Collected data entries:
++++

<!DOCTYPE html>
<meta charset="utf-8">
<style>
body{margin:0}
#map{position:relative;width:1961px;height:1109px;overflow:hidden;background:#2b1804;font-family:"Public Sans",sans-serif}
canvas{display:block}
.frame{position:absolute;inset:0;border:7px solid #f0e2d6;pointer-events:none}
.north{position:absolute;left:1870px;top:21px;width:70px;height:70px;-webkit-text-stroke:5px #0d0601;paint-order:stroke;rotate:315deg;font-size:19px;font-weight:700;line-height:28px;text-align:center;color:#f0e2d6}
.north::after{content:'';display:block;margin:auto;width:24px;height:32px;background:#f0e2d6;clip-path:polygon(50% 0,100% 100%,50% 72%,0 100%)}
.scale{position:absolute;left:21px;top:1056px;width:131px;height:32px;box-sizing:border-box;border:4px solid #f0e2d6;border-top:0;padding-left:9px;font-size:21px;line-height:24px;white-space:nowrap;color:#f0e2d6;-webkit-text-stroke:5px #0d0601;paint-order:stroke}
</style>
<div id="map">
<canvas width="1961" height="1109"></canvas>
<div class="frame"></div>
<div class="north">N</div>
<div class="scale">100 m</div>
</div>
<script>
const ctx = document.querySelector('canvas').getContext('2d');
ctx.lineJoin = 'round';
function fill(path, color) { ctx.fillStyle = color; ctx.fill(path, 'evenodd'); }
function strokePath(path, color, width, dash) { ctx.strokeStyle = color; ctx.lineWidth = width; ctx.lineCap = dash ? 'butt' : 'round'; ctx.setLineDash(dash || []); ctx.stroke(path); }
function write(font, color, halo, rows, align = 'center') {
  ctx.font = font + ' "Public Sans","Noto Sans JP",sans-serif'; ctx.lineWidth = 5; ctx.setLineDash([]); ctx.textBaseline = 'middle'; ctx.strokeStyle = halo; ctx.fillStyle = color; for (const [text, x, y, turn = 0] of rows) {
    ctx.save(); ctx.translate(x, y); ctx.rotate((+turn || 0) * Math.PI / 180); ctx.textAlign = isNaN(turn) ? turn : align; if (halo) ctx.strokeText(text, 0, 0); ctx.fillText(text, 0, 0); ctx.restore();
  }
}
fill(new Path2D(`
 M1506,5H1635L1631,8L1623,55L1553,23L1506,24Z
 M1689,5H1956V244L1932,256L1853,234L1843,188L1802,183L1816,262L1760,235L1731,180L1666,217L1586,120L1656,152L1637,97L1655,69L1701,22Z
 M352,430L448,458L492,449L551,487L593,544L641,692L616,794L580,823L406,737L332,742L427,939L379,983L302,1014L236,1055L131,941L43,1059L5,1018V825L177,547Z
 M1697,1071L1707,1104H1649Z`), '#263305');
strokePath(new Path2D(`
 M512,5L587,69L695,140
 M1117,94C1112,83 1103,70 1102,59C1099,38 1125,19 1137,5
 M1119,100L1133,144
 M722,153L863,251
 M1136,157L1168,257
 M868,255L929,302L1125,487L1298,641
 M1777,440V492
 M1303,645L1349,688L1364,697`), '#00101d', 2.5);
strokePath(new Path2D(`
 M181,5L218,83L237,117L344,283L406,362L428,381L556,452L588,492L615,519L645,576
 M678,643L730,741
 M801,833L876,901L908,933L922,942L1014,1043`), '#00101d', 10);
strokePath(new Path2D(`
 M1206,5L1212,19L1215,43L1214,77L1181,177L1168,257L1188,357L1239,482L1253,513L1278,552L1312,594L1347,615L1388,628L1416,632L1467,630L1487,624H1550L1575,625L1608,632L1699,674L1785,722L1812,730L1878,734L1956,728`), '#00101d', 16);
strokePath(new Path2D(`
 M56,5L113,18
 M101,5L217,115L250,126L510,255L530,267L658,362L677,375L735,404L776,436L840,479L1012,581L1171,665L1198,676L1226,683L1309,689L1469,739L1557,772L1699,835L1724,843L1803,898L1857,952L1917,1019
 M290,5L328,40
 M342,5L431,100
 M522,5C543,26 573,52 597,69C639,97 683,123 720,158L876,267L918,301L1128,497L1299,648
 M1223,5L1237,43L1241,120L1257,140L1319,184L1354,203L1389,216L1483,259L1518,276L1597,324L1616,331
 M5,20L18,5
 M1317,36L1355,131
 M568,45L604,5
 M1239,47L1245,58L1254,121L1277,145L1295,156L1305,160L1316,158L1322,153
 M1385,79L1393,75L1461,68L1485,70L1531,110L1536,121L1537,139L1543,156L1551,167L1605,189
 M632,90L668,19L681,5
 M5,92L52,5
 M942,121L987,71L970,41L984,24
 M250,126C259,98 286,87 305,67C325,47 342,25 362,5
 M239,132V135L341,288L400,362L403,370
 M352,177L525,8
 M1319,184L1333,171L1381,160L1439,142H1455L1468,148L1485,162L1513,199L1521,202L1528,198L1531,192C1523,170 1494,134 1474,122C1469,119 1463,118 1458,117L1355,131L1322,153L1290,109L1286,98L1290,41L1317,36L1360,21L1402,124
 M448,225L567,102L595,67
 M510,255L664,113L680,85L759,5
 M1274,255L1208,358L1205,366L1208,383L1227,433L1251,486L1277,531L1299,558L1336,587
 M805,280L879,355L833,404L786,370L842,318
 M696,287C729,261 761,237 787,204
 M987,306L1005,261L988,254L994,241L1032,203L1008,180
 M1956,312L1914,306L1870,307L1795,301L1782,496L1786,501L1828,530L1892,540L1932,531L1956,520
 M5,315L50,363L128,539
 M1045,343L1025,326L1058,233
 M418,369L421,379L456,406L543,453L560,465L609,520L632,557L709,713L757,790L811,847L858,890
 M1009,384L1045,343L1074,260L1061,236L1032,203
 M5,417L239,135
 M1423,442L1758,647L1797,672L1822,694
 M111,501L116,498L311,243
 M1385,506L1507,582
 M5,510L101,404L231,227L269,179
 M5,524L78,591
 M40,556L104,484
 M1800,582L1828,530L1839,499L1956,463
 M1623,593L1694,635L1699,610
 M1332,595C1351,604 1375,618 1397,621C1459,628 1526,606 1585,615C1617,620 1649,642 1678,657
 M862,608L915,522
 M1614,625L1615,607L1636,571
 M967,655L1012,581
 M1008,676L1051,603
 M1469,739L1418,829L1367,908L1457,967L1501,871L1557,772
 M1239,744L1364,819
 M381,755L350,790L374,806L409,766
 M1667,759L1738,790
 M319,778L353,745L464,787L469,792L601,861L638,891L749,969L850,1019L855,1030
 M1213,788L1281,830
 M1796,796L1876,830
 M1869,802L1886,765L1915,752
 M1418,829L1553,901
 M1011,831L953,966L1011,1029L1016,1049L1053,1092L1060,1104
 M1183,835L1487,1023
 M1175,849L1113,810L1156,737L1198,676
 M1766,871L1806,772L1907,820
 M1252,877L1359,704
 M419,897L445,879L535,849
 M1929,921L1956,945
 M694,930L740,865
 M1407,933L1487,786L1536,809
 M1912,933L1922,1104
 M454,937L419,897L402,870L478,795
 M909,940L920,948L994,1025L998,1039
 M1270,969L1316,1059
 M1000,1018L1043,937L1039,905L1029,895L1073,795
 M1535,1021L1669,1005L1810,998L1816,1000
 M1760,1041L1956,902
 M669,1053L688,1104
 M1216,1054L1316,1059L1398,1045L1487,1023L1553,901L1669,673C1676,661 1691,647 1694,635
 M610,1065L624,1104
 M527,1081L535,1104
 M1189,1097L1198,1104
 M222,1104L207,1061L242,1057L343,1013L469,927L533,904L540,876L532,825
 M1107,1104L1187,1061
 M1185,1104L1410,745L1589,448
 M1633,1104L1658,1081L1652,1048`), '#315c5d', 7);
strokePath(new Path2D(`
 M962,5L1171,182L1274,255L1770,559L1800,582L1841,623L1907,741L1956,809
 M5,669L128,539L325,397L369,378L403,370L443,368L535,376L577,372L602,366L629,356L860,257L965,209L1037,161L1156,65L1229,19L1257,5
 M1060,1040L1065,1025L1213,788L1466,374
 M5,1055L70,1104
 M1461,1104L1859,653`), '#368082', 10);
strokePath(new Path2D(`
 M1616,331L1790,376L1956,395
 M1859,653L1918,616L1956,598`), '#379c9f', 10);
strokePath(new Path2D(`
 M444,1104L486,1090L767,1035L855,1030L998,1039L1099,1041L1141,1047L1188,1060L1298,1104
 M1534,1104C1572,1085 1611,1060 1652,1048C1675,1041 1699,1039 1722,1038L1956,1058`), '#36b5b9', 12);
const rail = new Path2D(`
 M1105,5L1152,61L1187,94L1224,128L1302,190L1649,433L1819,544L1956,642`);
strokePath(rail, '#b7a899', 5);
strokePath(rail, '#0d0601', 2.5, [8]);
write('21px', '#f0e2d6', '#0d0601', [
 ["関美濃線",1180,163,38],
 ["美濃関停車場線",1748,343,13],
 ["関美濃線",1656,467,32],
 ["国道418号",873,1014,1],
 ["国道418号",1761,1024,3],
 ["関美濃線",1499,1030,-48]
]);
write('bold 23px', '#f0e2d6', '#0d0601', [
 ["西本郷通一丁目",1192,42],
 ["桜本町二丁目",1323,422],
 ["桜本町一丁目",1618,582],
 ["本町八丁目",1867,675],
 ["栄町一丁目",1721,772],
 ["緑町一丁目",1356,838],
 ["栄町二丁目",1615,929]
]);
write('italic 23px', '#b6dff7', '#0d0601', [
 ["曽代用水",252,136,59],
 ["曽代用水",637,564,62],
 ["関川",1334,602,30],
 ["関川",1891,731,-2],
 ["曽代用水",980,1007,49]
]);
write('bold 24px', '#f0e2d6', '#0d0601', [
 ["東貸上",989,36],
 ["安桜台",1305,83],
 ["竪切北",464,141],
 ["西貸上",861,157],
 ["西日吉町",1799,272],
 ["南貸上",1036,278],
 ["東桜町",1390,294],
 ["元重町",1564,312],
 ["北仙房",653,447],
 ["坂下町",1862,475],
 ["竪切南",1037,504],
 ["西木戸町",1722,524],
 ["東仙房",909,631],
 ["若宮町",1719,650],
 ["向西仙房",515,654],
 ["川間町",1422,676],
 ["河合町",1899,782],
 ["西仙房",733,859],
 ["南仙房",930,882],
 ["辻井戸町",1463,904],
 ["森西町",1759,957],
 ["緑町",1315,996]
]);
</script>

++++

What you are asked to do: Only the number is wanted: how many lines in the entries above contain the string "function"?

Result for this exercise: 3